A CONVERSATION WITH LISA BAUER.
SENIOR VICE PRESIDENT
ROYAL CARIBBEAN INTERNATIONAL


by
Richard H. Wagner


As Senior Vice President for Hotel Operations, Lisa Bauer is part of
Royal Caribbean International's senior management team.  She is in
charge of most of the things that make up a guest's cruise experience - -
entertainment, dining, shopping and accommodations - - across the RCI
fleet.  I had the opportunity to speak with her during Allure of the Seas'
inaugural voyage.

Allure and her sister ship,
Oasis of the Seas, are the world's largest
ships.  While RCI is proud of this fact, it was not the objective in
building these ships.  "We all sat down and said here are the
possibilities; here is what we would like to do to create this basically
unparalleled experience.   As we started saying 'this is what we would
like to do with dining; this is what we would like to do with
entertainment,' the ship kept getting larger and larger.  The intent was
never to make the ships the size they are but when we started getting
excited about the possibilities - - the Aqua Theater and the carousel - -
the ships ended up the size they did because of all of the guest
experiences that we wanted to put onboard. "

"It was really about how do we create experiences that never have
existed before.
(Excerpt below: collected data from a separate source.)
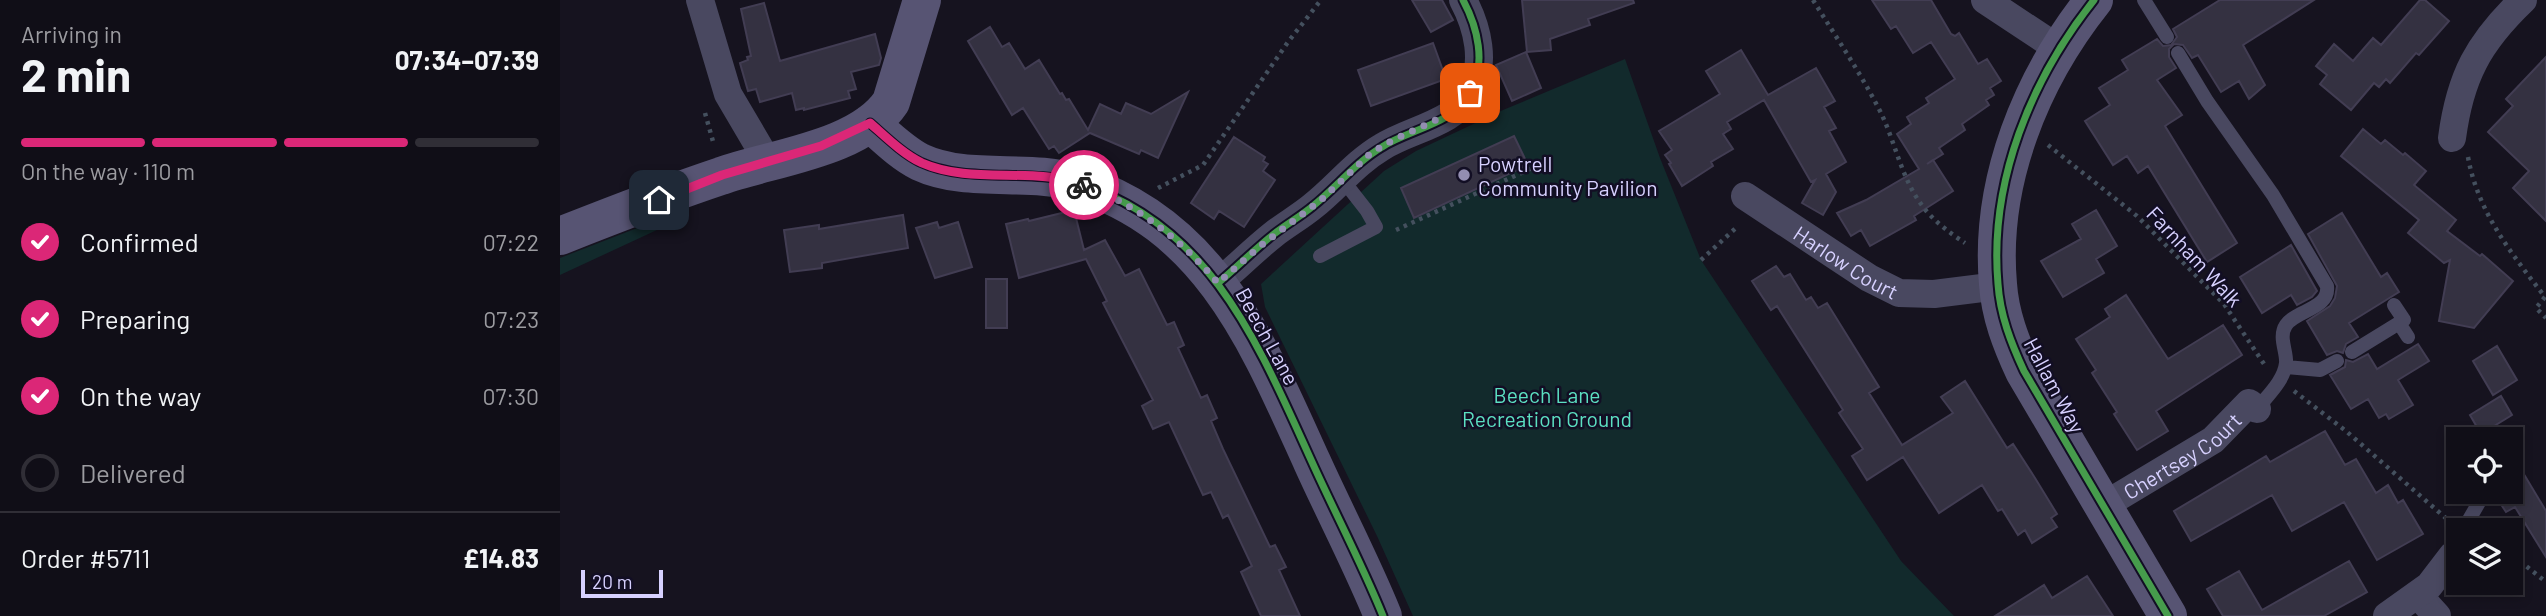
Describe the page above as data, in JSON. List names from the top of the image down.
{
  "streets": {
    "street": [
      "Harlow Court",
      "Beech Lane",
      "Hallam Way",
      "Chertsey Court"
    ],
    "path": ["Farnham Walk"]
  },
  "crossings": [
    ["Farnham Walk", "Hallam Way"],
    ["Harlow Court", "Hallam Way"],
    ["Hallam Way", "Chertsey Court"]
  ],
  "parks": ["Beech Lane Recreation Ground"],
  "places": ["Powtrell Community Pavilion"],
  "scale_bar": "20 m",
  "page": {
    "heading": ["2 min", "Arriving in", "07:34–07:39"],
    "panel": ["Order #5711", "£14.83"],
    "bar": "On the way · 110 m",
    "list": [
      ["Confirmed", "07:22"],
      ["Preparing", "07:23"],
      ["On the way", "07:30"],
      "Delivered"
    ],
    "scale": "20 m"
  }
}
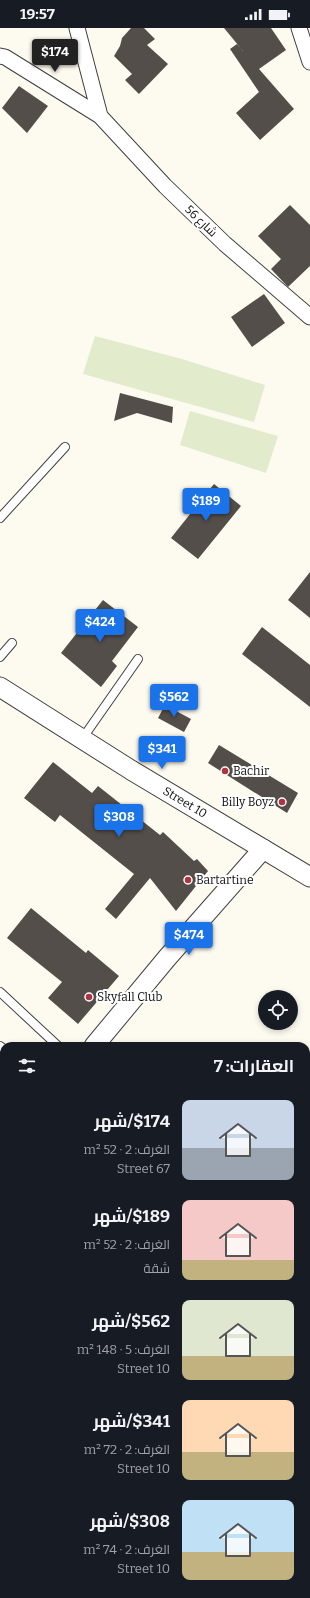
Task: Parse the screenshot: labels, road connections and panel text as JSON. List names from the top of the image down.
{
  "streets": {
    "street": ["شارع 56", "Street 10"]
  },
  "places": [
    "Bachir",
    "Billy Boyz",
    "Bartartine",
    "Skyfall Club"
  ],
  "page": {
    "status": "19:57",
    "price": [
      "$174",
      "$189",
      "$424",
      "$562",
      "$341",
      "$308",
      "$474"
    ],
    "heading": "العقارات: 7",
    "list": [
      {
        "name": "$174/شهر",
        "note": "الغرف: 2 · 52 m² · Street 67"
      },
      {
        "name": "$189/شهر",
        "note": "الغرف: 2 · 52 m² · شقة"
      },
      {
        "name": "$562/شهر",
        "note": "الغرف: 5 · 148 m² · Street 10"
      },
      {
        "name": "$341/شهر",
        "note": "الغرف: 2 · 72 m² · Street 10"
      },
      {
        "name": "$308/شهر",
        "note": "الغرف: 2 · 74 m² · Street 10"
      }
    ]
  }
}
We thought: 'what will we do that is different?'  You
look at the Aqua Theater, it has never been done on a ship; adding a
carousel; adding a zip line on a ship....  The fact that there are now 26
different dining options....  It was about the variety and the choice
versus the size."

The aim was to raise people's level of expectation as to what a cruise
experience could be.  "That was certainly what we hoped to do.  It was
a transformative jump really.  We have elevated [the cruise experience]
to where we don't think it can really be rivaled at least any time soon by
us or any one else."

Even though Oasis of the Seas met with critical and public acclaim
when it when into service in late 2009, RCI did not stop the creative
process.  "One of the things that we really wanted to do was to give
each ship its own personality just as between
Freedom of the Seas and
Liberty of the Seas.  So we really worked hard on what elements could
we add onto Allure that would distinguish her."

As a result, Allure premiered in December 2010 with new features.  
This included adding new dining venues including a Brazilian
steakhouse, a Mexican restaurant and a hot dog stand on the ship's
Boardwalk.  With regard to entertainment, Allure was given a different
set of shows including a version of Chicago: The Musical instead of the
version of Hairspray that is featured on Oasis.  Allure also debuted
RCI's  new relationships with such well-known brands as Starbucks,
Guess and Dreamworks Animation.

RCI guests also were a source of improvements.  "We read every single
comment card that comes in, all the suggestions, all the requests and
things like that.  So on Oasis we got some feedback on the location of
the electrical outlets and as a result of that we moved them up on this
ship.  We added some extra shelves.  So a lot of your feedback went
into the changes."

Together Oasis and Allure require over 12,000 guests per week to sail
at full capacity.  However, the international awareness the ships have
achieved is of benefit here.   "On any given week, somewhere between
65 and 70 percent of the guests are from North America, the rest are
globally sourced.  So we are not having to fill them just from the local
markets and that makes a big difference."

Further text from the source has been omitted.